- _YOUR INSTRUCTIONS_
Look over the material for the string "list". Copy every line where it turns up.

- _DATASET EXTRACT_
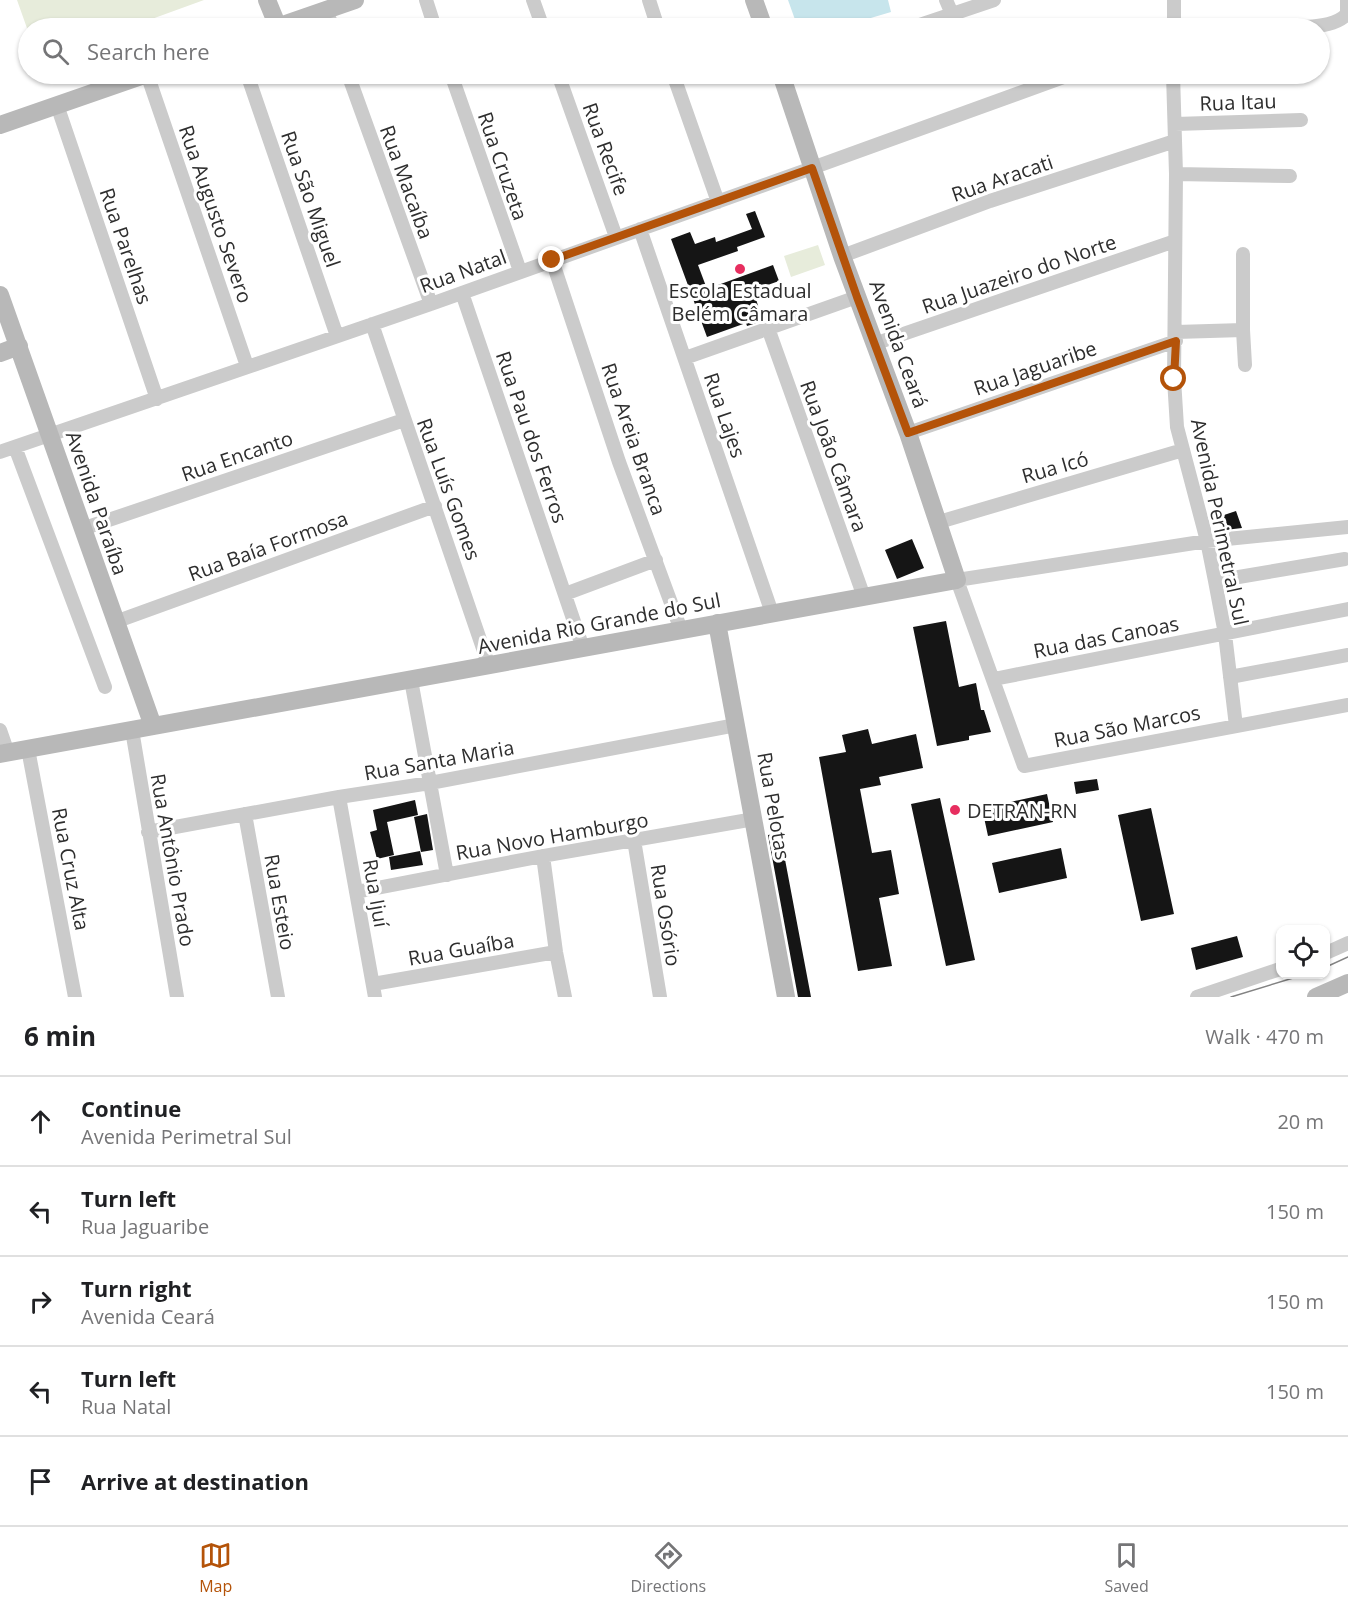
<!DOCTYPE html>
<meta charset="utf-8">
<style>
:root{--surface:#fff;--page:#f2f2f2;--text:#202124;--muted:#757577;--line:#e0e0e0;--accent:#b45309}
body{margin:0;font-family:"Open Sans",sans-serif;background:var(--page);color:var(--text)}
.controls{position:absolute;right:18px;bottom:18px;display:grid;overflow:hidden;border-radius:12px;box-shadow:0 2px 4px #0004}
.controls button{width:54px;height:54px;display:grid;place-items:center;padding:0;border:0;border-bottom:2px solid var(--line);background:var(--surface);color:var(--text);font:30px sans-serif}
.stop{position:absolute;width:18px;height:18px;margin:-14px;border:4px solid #b45309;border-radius:50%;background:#fff}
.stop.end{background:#b45309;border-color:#fff;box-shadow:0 2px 6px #0008}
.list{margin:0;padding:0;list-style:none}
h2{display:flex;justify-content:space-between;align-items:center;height:78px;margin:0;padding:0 24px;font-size:26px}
h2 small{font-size:20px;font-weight:400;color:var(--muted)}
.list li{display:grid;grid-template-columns:39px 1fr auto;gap:18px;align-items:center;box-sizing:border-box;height:90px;padding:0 24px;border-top:2px solid var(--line)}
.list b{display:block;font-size:22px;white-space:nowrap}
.list p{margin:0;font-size:20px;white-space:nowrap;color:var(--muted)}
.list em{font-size:20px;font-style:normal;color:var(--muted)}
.icon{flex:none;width:33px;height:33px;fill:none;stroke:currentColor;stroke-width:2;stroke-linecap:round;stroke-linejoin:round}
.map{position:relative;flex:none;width:1348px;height:997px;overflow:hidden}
.search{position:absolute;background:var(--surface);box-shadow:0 2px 4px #0004;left:18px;right:18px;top:18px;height:66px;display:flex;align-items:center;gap:15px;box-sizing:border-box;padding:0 21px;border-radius:33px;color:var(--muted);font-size:22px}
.sheet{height:528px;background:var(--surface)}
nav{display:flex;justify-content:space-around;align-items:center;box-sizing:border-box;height:84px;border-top:2px solid var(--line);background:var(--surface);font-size:16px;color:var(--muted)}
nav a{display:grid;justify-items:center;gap:3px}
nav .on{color:var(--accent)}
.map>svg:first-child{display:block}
.green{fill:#e7ecdb}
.water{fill:#c7e5ec}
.building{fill:#151515}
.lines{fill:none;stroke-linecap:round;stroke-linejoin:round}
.street{stroke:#cbcbcb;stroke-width:14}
.secondary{stroke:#b8b8b8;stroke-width:18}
.tram{stroke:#838383;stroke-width:1.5}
.route{stroke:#b45309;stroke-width:8}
.poi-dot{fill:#e72e5f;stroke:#fff;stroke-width:2}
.labels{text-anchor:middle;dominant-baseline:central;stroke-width:6;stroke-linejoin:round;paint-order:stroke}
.street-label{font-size:20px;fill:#2e2e2e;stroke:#fff}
.poi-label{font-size:20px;fill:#2e2e2e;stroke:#fff}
</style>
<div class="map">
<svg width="1348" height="997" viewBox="0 0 1348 997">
<rect width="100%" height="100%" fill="#fff"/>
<path class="green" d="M17 0H204L127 28H28V31Z
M818 245 825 265 791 277 784 256Z"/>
<path class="water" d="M788 0H888L891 12 837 28H798Z"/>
<path class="building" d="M755 211 765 237 737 247 738 251 698 265 707 289 773 265 779 281 753 290 763 321 747 326 746 323 707 337 671 239 690 232 695 244 715 237 716 242 752 229 746 214Z
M1236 511 1242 528 1225 530 1221 516Z
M912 539 924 568 897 579 885 550Z
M946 621 959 687 976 683 981 710H984L991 732 969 736V740L937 746 913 627Z
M868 729 872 744 916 734 923 768 879 777 881 785 860 789 872 853 891 850 899 894 879 898 892 966 858 971 819 757 846 752 842 735Z
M1097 779 1099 790 1076 794 1074 782Z
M1047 794 1053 822 988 836 982 808Z
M940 798 975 960 946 966 911 804Z
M415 800 418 815 387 822 394 855 377 859 370 832 377 830 373 810Z
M1151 808 1174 914 1141 921 1118 815Z
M427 814 433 850 421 852 414 817Z
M780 833 811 997H798L768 835Z
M1061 848 1067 878 999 893 992 863Z
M420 851 423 865 391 870 389 857Z
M1237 936 1243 957 1196 970 1191 948Z"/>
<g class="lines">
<path class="street" d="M426 0 435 28
M533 0 543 28
M649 0 658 28
M946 0 952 14
M326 10 333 28
M911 28 994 0
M1174 28V0
M1296 28C1312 26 1335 27 1347 14V0
M147 74 247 366
M247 74 337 336
M348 74 431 304
M451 74 520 271
M558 74 616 237
M673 74 718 202
M1173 74 1176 174 1174 379 1177 427 1207 541 1215 581 1225 634 1236 726
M57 105 157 399
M1175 124 1301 120
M1176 174 1290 176
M640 229 772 613
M1243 254V330L1245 365
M842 256 990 201 1175 141
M552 260 619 462 681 630
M462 293 583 648
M372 324 489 666
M768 328 864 597
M1176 332 1243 330
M874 344 1175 241
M685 358 857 297
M908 433 1176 341
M15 447 105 687
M0 452 431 304 812 168 1072 74
M939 522 1183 450
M1348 527 1207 541 957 580 1024 766 1348 705
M82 529 404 420
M1215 581 1345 559
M565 594 656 560
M115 622 435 506
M1230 677 1348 655
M994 679 1348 609
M411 680 447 875
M0 730 8 753
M132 730 177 997
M28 749 75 997
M339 797 375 997
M245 814 278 997
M148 832 339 797 430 783 736 725
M634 840 660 997
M543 856 556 952 565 997
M356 892 543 856 754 819
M1326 953 1348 943
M373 984 556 952
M1197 997 1280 969"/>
<path class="secondary" d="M267 0 278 27
M754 0 764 28
M274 28 355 0
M0 125 147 74
M0 295 153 726
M0 353 19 346
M717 623 786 997
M0 754 957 580 908 433 842 256 781 74
M1316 997 1348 983"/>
<path class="tram" d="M1326 967 1348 957
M1231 997 1303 975"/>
</g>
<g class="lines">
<path class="route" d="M552 260 812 168 857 297 908 433 1176 341 1174 379"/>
</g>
<g class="poi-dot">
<circle cx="740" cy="269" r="6"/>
<circle cx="955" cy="810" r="6"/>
</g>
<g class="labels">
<g class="street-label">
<text transform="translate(1238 102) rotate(-2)">Rua Itau</text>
<text transform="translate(606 149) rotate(70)">Rua Recife</text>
<text transform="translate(503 166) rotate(71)">Rua Cruzeta</text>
<text transform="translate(1002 178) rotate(-19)">Rua Aracati</text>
<text transform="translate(407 182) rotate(70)">Rua Macaíba</text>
<text transform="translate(311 199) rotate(71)">Rua São Miguel</text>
<text transform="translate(216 214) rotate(71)">Rua Augusto Severo</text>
<text transform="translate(126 246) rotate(71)">Rua Parelhas</text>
<text transform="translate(463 271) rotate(-20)">Rua Natal</text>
<text transform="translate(1019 274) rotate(-19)">Rua Juazeiro do Norte</text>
<text transform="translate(899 344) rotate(70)">Avenida Ceará</text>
<text transform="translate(1035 368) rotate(-19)">Rua Jaguaribe</text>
<text transform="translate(725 415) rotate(71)">Rua Lajes</text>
<text transform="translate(532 437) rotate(71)">Rua Pau dos Ferros</text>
<text transform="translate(634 439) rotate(71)">Rua Areia Branca</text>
<text transform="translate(237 456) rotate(-19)">Rua Encanto</text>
<text transform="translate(834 456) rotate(70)">Rua João Câmara</text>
<text transform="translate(1055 467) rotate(-16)">Rua Icó</text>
<text transform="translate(449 489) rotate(70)">Rua Luís Gomes</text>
<text transform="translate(97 503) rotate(71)">Avenida Paraíba</text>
<text transform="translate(1220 522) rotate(78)">Avenida Perimetral Sul</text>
<text transform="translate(268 546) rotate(-20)">Rua Baía Formosa</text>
<text transform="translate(599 623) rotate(-11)">Avenida Rio Grande do Sul</text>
<text transform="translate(1106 637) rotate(-11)">Rua das Canoas</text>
<text transform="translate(1127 726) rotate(-11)">Rua São Marcos</text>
<text transform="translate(439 760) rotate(-10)">Rua Santa Maria</text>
<text transform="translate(774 806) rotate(80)">Rua Pelotas</text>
<text transform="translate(552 836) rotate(-10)">Rua Novo Hamburgo</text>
<text transform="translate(173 860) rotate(80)">Rua Antônio Prado</text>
<text transform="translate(71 869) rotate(79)">Rua Cruz Alta</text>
<text transform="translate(376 893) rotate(80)">Rua Ijuí</text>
<text transform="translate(280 902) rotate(80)">Rua Esteio</text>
<text transform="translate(666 915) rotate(81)">Rua Osório</text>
<text transform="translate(461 949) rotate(-10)">Rua Guaíba</text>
</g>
<g class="poi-label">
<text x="740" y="290">Escola Estadual<tspan x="740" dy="23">Belém Câmara</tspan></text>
<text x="967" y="810" text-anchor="start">DETRAN-RN</text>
</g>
</g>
</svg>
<div class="controls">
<button><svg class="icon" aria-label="locate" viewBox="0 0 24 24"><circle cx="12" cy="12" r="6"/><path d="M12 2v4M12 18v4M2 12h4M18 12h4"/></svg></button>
</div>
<div class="stop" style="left:1174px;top:379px"></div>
<div class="stop end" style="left:552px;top:260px"></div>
<div class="search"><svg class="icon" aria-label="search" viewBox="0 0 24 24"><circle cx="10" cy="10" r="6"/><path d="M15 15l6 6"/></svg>Search here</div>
</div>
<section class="sheet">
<h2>6 min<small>Walk · 470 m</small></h2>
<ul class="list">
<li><svg class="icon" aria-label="ahead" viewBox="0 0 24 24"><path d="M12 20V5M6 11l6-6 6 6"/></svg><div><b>Continue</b><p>Avenida Perimetral Sul</p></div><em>20 m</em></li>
<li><svg class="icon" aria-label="left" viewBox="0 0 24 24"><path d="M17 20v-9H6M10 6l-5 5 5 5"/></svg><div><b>Turn left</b><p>Rua Jaguaribe</p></div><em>150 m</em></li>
<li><svg class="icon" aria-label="right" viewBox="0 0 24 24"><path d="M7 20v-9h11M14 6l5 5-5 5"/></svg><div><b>Turn right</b><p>Avenida Ceará</p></div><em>150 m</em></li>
<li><svg class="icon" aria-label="left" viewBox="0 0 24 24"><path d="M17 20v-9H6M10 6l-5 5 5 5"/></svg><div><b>Turn left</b><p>Rua Natal</p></div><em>150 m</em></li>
<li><svg class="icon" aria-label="arrive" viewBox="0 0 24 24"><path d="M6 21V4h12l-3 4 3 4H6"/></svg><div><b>Arrive at destination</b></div></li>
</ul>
</section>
<nav>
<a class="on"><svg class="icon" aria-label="map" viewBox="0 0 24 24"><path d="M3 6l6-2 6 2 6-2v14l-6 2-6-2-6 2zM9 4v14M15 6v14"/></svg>Map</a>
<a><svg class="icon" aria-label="directions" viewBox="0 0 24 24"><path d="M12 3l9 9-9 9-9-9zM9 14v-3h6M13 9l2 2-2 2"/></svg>Directions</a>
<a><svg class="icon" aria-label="saved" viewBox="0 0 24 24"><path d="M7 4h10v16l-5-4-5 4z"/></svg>Saved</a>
</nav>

- _RESPONSE AREA_
.list{margin:0;padding:0;list-style:none}
.list li{display:grid;grid-template-columns:39px 1fr auto;gap:18px;align-items:center;box-sizing:border-box;height:90px;padding:0 24px;border-top:2px solid var(--line)}
.list b{display:block;font-size:22px;white-space:nowrap}
.list p{margin:0;font-size:20px;white-space:nowrap;color:var(--muted)}
.list em{font-size:20px;font-style:normal;color:var(--muted)}
<ul class="list">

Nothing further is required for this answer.